La reconversión silenciosa del mercado inmobiliario

B.?C.

FERROL

La llamada burbuja inmobiliaria creció en los últimos años el país a un ritmo vertiginoso, también en Ferrol, y avivó la expansión del sector de las inmobiliarias. En pocos meses, un gran número de locales de la zona centro de la ciudad se ocuparon con oficinas de inmobiliarias, cuyo desembarco se produjo para dar salida en el mercado al gran número de promociones inmobiliarias que se estaban llevando a cabo en la comarca. Ahora, con la desaceleración del sector, la tendencia ha dado un vuelco y ya han comenzado a cerrar algunos establecimientos. Solo en el barrio de A Magdalena han echado el candado cuatro oficinas y alguna más también ha padecido idéntica suerte en Narón.

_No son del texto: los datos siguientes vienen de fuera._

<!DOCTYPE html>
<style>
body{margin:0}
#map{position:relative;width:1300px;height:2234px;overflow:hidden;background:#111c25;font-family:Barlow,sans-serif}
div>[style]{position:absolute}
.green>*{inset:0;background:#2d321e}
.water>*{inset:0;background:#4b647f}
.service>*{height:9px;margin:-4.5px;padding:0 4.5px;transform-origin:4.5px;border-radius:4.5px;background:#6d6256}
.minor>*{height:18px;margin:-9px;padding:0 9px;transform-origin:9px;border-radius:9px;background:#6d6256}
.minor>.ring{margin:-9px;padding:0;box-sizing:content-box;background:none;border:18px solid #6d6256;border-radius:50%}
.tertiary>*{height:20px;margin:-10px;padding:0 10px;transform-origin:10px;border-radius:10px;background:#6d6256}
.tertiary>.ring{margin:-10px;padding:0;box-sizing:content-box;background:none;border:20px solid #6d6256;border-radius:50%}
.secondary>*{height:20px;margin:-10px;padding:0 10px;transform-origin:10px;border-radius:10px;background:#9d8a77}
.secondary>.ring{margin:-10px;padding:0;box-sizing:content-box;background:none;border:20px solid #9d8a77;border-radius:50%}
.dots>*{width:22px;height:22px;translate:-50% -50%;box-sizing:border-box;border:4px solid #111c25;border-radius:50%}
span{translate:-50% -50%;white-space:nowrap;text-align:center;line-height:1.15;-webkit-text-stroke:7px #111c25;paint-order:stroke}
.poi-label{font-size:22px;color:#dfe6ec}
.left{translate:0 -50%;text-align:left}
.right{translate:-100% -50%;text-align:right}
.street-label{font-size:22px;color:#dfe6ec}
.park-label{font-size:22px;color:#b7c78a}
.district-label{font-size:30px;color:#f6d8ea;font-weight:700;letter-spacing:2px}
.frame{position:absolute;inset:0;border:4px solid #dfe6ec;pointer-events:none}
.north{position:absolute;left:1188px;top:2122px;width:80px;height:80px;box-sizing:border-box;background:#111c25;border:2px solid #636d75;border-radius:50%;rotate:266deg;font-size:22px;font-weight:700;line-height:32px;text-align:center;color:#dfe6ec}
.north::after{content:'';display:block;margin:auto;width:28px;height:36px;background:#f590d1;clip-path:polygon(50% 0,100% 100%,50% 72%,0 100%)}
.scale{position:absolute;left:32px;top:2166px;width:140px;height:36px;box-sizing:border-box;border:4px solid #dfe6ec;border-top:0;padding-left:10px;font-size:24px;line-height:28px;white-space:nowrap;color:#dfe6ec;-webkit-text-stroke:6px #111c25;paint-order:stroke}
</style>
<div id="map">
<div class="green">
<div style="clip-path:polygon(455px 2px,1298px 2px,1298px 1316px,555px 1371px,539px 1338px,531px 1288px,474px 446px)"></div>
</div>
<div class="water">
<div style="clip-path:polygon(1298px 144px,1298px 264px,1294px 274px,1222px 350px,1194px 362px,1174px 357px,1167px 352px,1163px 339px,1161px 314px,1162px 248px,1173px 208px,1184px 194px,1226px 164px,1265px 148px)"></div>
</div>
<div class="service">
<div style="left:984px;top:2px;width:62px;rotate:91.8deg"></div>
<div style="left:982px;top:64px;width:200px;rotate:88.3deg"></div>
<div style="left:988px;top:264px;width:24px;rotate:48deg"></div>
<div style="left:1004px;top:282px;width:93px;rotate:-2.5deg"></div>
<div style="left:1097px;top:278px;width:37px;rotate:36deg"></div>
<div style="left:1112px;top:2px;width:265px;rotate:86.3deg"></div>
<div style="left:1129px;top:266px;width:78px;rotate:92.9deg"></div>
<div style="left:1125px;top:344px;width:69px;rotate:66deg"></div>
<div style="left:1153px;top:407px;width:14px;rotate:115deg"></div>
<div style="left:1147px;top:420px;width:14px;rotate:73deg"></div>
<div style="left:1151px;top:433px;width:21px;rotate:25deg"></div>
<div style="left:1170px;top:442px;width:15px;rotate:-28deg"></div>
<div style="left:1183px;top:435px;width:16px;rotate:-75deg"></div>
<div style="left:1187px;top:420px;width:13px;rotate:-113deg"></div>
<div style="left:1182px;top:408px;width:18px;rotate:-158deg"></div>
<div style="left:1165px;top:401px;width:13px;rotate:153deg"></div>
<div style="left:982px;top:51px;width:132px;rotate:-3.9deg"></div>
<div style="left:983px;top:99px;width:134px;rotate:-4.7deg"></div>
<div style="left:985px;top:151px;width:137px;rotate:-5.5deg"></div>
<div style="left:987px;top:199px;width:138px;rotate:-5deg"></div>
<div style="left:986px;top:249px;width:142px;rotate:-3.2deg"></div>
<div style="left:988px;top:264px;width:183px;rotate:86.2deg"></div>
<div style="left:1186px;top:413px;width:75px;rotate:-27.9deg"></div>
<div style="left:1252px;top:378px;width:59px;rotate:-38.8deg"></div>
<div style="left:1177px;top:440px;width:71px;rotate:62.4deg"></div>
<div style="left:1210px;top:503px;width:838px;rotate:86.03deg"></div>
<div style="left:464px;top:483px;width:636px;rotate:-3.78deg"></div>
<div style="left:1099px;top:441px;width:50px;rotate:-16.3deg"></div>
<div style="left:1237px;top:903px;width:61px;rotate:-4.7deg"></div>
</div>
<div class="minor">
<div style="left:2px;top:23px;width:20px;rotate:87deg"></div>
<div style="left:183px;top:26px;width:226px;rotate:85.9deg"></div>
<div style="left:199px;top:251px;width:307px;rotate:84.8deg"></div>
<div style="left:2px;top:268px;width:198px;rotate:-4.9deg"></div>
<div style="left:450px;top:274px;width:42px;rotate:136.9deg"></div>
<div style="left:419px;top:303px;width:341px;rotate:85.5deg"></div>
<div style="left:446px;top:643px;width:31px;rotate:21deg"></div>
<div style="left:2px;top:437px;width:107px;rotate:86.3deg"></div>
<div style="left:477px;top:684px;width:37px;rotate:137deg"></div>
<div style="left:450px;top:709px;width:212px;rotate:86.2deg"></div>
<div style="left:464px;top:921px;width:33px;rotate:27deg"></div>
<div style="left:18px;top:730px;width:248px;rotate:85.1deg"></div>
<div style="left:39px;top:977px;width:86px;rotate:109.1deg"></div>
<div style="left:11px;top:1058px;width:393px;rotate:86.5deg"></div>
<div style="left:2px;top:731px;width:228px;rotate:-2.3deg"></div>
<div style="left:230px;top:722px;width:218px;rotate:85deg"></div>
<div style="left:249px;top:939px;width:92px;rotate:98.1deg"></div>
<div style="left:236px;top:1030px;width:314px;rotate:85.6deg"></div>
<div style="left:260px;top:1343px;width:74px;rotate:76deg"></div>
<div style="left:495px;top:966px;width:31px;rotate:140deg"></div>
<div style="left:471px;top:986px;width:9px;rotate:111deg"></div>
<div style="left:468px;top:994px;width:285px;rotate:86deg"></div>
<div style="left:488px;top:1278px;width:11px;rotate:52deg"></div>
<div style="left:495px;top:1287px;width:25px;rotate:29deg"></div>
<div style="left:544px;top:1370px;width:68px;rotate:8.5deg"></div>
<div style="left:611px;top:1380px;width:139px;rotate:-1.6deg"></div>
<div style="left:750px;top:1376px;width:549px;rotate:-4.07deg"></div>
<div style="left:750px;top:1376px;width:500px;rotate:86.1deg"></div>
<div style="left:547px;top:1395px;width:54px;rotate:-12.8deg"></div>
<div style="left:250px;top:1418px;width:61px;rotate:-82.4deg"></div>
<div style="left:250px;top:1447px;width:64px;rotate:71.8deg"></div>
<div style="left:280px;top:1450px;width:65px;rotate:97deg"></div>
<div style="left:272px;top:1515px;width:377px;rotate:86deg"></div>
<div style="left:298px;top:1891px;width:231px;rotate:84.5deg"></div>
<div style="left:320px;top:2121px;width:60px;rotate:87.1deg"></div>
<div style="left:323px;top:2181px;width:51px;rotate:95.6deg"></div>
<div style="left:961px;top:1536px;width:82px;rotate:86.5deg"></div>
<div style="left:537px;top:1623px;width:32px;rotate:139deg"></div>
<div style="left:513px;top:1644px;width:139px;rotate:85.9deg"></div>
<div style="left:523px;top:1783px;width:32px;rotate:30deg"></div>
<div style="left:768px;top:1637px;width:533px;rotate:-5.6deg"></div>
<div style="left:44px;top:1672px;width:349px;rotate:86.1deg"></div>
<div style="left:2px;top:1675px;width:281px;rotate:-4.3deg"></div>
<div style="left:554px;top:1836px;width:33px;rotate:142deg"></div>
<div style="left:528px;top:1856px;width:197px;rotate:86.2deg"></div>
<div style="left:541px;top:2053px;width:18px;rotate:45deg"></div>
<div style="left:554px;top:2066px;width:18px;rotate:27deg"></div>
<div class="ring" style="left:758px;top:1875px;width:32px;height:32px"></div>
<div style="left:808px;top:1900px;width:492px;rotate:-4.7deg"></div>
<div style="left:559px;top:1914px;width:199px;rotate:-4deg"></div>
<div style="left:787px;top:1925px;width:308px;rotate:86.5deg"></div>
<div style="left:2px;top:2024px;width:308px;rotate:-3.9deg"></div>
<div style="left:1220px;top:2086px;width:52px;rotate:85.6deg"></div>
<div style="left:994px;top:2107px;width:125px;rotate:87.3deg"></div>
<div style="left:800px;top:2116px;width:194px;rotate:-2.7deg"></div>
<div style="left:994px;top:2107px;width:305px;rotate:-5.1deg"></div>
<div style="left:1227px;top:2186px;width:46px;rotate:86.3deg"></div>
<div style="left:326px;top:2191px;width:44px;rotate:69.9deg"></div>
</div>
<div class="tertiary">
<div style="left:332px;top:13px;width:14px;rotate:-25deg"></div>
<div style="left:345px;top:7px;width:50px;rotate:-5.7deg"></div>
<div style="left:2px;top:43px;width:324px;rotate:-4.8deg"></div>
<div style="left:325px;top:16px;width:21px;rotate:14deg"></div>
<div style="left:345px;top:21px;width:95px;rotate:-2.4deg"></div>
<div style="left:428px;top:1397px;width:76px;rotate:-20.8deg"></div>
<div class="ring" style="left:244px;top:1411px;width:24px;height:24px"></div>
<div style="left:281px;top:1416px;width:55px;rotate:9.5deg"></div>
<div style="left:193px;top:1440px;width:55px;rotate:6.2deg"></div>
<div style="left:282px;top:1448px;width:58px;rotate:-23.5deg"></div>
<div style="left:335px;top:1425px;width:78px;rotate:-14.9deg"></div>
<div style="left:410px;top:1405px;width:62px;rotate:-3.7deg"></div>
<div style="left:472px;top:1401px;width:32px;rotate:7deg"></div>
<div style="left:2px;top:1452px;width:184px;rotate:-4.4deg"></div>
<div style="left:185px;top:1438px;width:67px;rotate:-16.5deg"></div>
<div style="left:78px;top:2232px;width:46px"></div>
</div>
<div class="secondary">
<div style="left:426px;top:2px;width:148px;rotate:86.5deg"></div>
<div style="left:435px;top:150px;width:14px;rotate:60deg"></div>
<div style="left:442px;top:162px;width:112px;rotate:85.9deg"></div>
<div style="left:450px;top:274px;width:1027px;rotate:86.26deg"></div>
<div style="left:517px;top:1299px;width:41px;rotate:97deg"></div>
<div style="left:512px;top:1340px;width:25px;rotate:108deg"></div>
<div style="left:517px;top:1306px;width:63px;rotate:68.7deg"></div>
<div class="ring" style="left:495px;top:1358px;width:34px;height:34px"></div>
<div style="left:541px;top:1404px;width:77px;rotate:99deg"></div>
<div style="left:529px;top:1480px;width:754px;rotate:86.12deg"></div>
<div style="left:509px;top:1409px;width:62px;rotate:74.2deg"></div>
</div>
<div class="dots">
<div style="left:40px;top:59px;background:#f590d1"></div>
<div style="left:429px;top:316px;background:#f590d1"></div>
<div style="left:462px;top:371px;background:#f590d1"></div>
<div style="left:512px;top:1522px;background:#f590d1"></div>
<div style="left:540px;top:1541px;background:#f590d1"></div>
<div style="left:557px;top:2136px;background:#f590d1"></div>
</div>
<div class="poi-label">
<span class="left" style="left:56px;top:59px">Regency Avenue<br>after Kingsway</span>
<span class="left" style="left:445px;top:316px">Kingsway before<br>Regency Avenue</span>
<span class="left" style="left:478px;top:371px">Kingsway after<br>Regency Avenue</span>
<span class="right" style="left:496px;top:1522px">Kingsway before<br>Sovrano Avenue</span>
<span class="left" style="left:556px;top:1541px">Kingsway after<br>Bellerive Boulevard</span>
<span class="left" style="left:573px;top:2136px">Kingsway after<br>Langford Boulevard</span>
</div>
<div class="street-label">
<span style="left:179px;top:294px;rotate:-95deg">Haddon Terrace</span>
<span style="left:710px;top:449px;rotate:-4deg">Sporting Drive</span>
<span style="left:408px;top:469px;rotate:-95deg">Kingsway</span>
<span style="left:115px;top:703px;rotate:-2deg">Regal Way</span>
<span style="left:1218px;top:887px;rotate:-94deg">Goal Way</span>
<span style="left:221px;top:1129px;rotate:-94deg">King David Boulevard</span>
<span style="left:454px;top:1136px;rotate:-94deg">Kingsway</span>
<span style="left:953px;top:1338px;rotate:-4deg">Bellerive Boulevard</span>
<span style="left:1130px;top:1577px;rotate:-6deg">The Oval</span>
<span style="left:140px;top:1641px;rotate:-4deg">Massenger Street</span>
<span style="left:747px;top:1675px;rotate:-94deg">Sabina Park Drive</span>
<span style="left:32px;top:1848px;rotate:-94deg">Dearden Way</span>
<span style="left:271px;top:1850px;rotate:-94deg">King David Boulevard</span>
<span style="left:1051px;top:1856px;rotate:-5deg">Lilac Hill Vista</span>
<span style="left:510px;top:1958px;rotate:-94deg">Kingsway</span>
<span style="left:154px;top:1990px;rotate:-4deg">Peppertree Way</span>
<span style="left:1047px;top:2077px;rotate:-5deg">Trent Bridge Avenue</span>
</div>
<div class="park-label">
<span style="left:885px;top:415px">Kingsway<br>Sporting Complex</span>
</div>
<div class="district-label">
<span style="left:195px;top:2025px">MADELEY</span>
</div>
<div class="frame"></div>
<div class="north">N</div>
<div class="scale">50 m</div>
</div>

Francisco Pérez Barro, vicepresidente de la Asociación de Inmobiliarias de Ferrol, confirma este extremo, aunque huye de una lectura catastrofista de la situación. Asegura que el sector ha tenido «un crecimiento excesivo» en los últimos años y ahora «se está volviendo a la normalidad del mercado inmobiliario». En otras palabras, el sector estaba sobredimensionado y ahora, con el parón en la construcción y con las mayores restricciones de los bancos a la concesión de préstamos, se reestructura para acomodarse al mercado de una ciudad del tamaño de la de Ferrol.

Francisco Pérez predice que, ante las perspectivas de que el parón en el mercado de la construcción se mantenga en los próximos meses, aún cerrarán alguna otra agencia inmobiliaria en la comarca. «De todos modos, la gente sigue comprando pisos, sigue necesitando la vivienda», asegura el vicepresidente de la entidad sectorial, que reúne en la ciudad a unas 16 agencias.

Pese a que la ralentización de las ventas las padece el sector en general -los constructores ya han anunciado que congelan en la comarca futuras promociones ante la incertidumbre generada por la crisis- entre los establecimientos que han cerrado sus puertas no se encuentra ninguno de los que llevan décadas en la ciudad.